**RECORD EXCERPTS**:
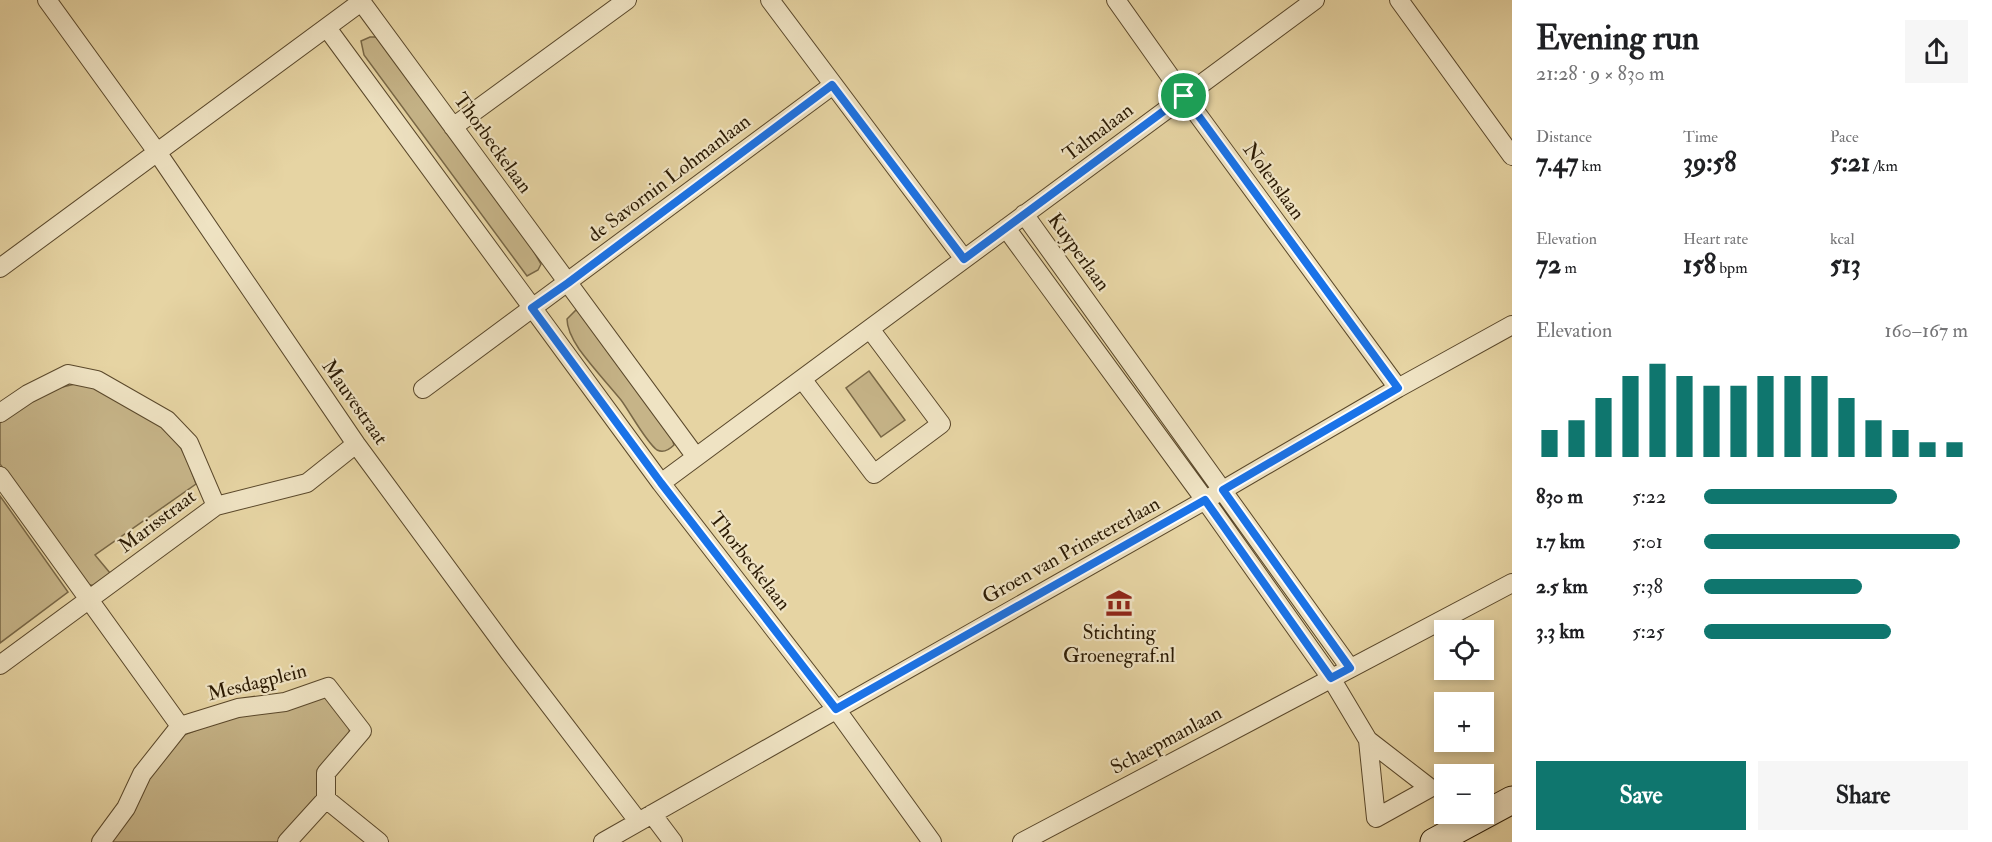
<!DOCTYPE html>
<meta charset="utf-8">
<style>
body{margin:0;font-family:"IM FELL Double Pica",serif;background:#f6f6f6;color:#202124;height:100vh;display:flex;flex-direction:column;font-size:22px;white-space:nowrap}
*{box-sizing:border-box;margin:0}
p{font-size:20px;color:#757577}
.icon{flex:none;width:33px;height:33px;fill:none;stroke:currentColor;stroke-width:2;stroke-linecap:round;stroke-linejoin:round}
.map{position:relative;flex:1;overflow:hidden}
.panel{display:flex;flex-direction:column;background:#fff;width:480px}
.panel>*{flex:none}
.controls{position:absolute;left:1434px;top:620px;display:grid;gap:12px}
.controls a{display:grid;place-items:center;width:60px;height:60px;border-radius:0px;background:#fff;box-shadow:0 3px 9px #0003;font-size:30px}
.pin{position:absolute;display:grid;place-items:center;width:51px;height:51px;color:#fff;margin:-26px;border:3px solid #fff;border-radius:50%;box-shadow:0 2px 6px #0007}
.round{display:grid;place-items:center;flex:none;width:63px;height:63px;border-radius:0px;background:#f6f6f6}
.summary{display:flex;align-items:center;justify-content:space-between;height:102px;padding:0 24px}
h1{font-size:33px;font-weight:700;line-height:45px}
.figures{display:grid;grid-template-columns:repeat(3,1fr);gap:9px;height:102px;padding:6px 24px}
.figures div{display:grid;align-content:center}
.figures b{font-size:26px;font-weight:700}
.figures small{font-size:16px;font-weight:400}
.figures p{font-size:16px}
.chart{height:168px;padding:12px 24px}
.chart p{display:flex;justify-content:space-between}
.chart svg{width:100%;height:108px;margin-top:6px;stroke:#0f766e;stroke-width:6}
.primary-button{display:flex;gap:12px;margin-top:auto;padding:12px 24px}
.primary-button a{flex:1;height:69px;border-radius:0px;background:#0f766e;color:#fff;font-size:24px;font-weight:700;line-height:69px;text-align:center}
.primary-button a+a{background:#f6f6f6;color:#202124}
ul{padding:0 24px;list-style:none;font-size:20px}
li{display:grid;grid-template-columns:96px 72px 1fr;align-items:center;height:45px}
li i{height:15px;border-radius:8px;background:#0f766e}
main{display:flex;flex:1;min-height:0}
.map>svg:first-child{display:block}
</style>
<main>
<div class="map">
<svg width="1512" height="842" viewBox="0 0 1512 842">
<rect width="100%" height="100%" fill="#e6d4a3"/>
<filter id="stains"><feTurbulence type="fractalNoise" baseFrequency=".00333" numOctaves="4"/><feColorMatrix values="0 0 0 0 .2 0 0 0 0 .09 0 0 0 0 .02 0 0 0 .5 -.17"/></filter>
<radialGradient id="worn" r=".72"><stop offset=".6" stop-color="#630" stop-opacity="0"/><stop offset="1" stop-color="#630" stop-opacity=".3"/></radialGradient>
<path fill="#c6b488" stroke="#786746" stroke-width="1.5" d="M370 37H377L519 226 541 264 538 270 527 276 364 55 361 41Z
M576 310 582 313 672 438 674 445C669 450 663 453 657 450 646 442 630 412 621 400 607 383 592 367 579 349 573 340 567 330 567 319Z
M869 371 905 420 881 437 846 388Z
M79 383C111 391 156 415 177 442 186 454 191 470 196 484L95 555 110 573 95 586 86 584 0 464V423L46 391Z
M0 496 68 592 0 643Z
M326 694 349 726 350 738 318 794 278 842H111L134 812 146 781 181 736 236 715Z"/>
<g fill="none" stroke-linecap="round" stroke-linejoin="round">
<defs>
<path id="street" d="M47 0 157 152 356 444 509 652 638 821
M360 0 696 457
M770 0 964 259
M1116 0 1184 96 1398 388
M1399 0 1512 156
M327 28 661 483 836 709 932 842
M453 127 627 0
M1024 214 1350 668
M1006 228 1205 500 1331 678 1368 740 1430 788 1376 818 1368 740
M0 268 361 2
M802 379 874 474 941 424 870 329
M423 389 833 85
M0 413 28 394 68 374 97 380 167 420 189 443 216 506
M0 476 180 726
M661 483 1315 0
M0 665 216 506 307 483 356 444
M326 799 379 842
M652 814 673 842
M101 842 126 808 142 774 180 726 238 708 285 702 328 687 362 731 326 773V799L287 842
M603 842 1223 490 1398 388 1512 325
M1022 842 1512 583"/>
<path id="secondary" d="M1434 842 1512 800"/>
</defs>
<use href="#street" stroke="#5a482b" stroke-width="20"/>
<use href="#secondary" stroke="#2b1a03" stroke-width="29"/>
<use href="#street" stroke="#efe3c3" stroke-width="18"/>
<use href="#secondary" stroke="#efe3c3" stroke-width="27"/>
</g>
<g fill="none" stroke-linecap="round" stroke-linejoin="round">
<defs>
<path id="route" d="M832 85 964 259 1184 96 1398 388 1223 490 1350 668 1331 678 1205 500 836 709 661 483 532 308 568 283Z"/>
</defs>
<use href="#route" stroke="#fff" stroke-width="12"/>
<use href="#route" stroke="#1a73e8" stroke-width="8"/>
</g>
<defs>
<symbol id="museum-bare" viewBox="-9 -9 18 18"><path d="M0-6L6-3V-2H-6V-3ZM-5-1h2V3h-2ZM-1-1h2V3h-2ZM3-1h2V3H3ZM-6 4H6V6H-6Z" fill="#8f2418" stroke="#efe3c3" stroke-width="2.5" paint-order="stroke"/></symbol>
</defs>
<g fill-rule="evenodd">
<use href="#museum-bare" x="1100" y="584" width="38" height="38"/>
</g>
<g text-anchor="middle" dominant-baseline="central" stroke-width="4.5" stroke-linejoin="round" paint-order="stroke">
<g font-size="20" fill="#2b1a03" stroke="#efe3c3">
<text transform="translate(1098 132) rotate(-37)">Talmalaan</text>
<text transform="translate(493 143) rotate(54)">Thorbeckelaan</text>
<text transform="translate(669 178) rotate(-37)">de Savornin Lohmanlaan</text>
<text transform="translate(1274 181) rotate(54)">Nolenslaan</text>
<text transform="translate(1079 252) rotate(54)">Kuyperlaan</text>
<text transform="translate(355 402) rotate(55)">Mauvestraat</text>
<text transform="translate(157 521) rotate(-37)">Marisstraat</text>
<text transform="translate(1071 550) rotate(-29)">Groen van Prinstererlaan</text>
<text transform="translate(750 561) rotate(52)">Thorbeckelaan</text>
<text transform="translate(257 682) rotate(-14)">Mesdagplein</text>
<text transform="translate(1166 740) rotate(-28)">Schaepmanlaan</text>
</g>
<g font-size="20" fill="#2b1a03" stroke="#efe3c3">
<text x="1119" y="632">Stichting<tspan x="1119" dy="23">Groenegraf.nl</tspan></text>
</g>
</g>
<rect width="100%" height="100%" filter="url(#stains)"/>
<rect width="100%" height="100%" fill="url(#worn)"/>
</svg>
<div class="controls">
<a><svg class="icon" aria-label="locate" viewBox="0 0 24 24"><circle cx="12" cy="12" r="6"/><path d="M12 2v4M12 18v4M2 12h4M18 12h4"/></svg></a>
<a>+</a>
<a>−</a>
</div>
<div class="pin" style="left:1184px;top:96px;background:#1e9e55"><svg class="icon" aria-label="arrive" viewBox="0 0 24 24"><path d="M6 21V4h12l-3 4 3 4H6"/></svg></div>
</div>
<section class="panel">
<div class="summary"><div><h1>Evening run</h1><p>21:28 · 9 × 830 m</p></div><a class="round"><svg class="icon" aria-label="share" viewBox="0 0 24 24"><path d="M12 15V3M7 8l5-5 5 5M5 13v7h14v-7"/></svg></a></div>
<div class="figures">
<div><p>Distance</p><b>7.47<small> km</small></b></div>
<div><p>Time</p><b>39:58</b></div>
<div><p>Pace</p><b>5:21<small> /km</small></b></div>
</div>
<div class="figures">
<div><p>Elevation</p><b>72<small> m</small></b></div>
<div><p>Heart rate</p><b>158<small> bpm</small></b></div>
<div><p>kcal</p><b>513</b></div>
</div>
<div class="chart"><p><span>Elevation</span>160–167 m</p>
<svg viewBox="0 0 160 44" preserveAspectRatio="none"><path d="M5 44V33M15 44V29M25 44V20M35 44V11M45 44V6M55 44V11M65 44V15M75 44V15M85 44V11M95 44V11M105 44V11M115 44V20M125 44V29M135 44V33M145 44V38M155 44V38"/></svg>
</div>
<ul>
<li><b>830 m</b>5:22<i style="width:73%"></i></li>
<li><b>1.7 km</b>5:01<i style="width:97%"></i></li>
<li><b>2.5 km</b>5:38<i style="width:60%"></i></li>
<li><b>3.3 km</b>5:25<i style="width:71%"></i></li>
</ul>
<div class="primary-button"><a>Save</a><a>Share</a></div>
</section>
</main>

**WHAT THE TASK ASKS**: Return each line of the data where the word "worn" appears.

**TASK RESPONSE**:
<radialGradient id="worn" r=".72"><stop offset=".6" stop-color="#630" stop-opacity="0"/><stop offset="1" stop-color="#630" stop-opacity=".3"/></radialGradient>
<rect width="100%" height="100%" fill="url(#worn)"/>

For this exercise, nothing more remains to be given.